AI assistants for Scientific Coding

Author

Chris Brown

Published

June 8, 2027

0.1 Summary

If you are doing data analysis you are probably using language models (e.g. ChatGPT) to help you write code, but are you using them in the most effective way? Language models have different biases to humans and so make different types of errors. This book will cover how to use language models to learn scientific computing and conduct reliable environmental analyses. The book is reference material for a 1-day workshop I teach.

I will cover:

  • How to use different software tools from the simple interfaces like ChatGPT to advanced tools that can run and test code by themselves and keep going until the analysis is complete (and even written up).

  • Vibe coding and how future analysis workflows will change dramatically from today

  • Best practice prompting techniques that can dramatically improve model performance for complex data analysis

  • Applying language models to common environmental applications such as GLMs and multivariate statistics

  • Issues including environmental impacts, copyright and ethics

  • I’ll also make space for an interactive discussion of people’s concerns about AI, but also the opportunities.

The content I’ll teach is suitable for anyone using computing coding (e.g. R, Python) to do data analysis.

Examples will be in marine conservation science using the R language, but the methods are general to any field. The AI software is also general to any programming language and we won’t be doing much actual coding (the AI does that!) so participants can follow along in other languages if they prefer. To follow the practical applications you will need to have some experience in scientific computing (e.g. R or Python).

0.1.0.1 Who should read this book?

The book is for: anyone who currently uses R, from intermittent users to experienced professionals. The workshop is not suitable for those that need an introduction to R and I’ll assume students know at least what R does and are able to do tasks like read in data and create plots.

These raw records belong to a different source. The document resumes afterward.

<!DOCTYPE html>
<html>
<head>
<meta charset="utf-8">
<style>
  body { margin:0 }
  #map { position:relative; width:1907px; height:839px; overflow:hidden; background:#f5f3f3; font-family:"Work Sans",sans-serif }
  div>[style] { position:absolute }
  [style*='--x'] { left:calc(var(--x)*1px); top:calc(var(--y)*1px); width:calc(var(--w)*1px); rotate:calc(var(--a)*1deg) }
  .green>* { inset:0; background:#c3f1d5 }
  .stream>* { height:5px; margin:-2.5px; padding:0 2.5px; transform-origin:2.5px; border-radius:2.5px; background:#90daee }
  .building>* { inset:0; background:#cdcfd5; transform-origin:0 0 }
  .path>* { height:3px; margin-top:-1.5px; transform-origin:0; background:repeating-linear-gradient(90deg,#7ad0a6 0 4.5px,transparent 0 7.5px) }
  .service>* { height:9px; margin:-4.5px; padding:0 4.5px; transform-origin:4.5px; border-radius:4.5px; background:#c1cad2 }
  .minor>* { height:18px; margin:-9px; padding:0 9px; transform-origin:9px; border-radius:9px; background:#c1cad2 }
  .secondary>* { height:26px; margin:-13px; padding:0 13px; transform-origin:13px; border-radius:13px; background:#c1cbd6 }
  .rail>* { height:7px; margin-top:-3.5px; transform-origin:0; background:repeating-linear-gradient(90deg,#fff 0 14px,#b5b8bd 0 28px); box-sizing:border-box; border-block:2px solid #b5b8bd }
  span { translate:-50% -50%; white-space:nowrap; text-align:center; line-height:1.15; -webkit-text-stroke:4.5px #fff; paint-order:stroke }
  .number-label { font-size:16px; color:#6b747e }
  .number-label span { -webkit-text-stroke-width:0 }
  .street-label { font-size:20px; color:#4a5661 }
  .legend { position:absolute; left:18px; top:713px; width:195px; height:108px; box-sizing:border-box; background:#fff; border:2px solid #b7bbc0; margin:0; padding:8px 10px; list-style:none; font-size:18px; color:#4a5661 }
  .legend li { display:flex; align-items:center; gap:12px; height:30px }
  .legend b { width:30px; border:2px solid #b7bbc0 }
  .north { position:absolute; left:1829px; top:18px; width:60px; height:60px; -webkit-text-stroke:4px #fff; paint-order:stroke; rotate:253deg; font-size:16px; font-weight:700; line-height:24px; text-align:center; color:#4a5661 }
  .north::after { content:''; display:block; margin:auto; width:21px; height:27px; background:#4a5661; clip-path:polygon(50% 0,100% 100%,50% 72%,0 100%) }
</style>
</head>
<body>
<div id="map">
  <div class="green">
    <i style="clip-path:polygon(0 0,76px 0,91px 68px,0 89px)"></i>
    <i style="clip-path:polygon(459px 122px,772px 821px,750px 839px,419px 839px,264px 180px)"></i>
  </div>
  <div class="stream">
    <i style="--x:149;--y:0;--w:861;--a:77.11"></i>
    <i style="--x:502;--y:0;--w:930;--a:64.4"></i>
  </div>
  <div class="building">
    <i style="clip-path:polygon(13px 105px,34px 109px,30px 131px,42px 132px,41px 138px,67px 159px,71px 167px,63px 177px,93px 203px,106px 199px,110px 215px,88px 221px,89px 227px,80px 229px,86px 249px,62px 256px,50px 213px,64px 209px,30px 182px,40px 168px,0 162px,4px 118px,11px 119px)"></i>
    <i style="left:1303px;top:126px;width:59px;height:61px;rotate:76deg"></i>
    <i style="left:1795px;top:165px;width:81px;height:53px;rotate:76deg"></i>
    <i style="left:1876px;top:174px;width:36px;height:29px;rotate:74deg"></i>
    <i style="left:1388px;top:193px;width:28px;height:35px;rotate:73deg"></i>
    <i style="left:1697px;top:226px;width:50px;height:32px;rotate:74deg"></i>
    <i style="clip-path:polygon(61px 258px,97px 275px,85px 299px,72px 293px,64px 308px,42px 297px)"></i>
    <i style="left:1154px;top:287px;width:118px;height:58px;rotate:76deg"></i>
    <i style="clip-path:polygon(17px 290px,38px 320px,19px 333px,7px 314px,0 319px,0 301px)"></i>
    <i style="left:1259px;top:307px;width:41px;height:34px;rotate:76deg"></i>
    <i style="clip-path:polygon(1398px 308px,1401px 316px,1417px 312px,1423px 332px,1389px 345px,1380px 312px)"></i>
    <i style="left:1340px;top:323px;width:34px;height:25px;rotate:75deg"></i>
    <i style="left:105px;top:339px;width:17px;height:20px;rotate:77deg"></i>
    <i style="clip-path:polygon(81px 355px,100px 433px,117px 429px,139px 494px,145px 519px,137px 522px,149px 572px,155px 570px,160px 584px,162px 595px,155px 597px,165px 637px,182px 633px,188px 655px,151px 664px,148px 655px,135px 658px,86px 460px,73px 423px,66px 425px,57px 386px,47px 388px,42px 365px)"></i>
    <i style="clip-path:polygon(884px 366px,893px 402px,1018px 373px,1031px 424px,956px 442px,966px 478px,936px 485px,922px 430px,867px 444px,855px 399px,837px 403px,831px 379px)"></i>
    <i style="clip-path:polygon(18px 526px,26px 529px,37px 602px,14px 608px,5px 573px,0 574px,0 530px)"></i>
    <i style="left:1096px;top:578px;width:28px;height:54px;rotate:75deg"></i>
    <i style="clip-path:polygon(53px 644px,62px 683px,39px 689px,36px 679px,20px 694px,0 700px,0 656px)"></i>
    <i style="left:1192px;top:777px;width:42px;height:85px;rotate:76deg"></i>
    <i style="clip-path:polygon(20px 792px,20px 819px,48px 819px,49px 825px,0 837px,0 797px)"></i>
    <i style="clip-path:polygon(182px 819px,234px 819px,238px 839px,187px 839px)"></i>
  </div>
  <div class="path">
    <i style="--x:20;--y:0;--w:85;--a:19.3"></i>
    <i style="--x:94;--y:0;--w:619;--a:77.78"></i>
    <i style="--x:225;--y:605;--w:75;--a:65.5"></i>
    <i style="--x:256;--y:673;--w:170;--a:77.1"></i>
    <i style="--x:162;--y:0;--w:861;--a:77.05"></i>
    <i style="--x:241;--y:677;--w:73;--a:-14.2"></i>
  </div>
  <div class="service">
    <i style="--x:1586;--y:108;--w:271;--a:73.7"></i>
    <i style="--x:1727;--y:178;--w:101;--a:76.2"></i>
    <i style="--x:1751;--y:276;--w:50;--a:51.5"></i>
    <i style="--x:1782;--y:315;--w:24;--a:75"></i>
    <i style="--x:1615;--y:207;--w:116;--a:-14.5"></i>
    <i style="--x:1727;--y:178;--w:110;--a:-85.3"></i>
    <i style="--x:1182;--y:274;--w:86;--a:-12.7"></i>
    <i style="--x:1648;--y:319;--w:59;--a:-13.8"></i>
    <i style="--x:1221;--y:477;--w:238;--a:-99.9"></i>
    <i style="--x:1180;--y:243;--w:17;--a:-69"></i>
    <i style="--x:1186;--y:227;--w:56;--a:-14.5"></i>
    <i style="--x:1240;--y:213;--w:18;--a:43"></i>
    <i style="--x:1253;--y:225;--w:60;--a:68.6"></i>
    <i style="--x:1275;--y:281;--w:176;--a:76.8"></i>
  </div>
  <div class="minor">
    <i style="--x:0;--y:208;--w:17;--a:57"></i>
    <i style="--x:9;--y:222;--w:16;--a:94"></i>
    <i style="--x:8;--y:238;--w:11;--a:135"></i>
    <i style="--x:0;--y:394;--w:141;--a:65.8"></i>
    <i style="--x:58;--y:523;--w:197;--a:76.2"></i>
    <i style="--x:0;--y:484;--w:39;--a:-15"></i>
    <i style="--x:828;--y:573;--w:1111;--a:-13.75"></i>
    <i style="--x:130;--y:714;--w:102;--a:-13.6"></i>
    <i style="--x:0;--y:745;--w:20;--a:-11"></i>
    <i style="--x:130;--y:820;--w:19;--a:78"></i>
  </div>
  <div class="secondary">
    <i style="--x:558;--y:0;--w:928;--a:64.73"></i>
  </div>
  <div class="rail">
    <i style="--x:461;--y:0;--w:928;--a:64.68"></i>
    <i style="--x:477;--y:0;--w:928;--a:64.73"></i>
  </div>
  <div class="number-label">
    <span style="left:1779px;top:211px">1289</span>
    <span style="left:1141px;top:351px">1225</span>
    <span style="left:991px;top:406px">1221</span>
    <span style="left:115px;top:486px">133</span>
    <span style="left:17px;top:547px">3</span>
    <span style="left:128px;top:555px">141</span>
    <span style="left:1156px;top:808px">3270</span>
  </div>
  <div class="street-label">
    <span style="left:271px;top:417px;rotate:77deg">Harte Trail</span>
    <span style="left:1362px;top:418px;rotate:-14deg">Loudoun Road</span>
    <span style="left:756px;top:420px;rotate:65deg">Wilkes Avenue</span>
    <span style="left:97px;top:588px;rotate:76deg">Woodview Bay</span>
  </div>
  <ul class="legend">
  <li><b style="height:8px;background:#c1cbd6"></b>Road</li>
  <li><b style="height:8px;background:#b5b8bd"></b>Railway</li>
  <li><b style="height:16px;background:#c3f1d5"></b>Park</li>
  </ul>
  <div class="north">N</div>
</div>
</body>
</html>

Important This book isn’t for people who need an introduction to R or Python. I’ll assume students know at least how to do tasks like read in data and create plots in Python or R. To use these AI tools effectively you absolutely have to understand how scientific computing works first. If you need an introduction to R then I recommend you learn it without AI first.

0.2 About Chris

I’m an Associate Professor of Fisheries Science at University of Tasmania and an Australian Research Council Future Fellow. I specialise in data analysis and modelling, skills I use to better inform environmental decision makers. R takes me many places and I’ve worked with marine ecosystems from tuna fisheries to mangrove forests. I’m an experienced teacher of R. I have taught R to 100s people over the years, from the basics to sophisticated modelling and for everyone from undergraduates to my own supervisors.

0.3 Citation for book

If following the prompting advice please consider citing my accompanying article, currently in pre-print form:

Citation: Brown & Spillias (2025). Prompting large language models for quality ecological statistics. Pre-print. https://doi.org/10.32942/X2CS80

0.4 Software you’ll need for this workshop

Save some time for setting up the software, there is a bit to it. You may also need IT help if your computer is locked down. See the Chapter 3 for more detailed instructions.

0.5 Book overview

Note the book isn’t currently complete. I’ve just posted this so workshop attendees can use the set-up instructions in Chapter 3. Here’s an earlier version of the book that is finished.

Part 1 Generative AI for research applications

Chapters 4-5 deal with the basics of prompting LLMs, as well as some more advanced research applications such as systematic literature reviewers and automating topic research.

Part 2 Generative AI coding assistants for scientific computation

In chapters 6-8 we’ll look at how you can use coding assistants to improve your scientific coding. These chapters will make use of Github Copilot, those other AI coding assistants can also be used.

Part 3

We’ll discuss ethics, copyright, costs and security in chapters 9-10.

0.6 Data

We’ll load all data files directly via URL in the workshop notes. So no need to download any data now. Details on data attribution are below.

0.6.1 Benthic cover surveys and fish habitat

In this course we’ll be analyzing benthic cover and fish survey data. These data were collected by divers doing standardized surveys on the reefs of Kia, Solomon Islands. These data were first publshed by Hamilton et al. 2017 who showed that logging of forests is causing sedimentation and impact habitats of an important fishery species.

In a follow-up study Brown and Hamilton 2018 developed a Bayesian model that estimates the size of the footprint of pollution from logging on reefs.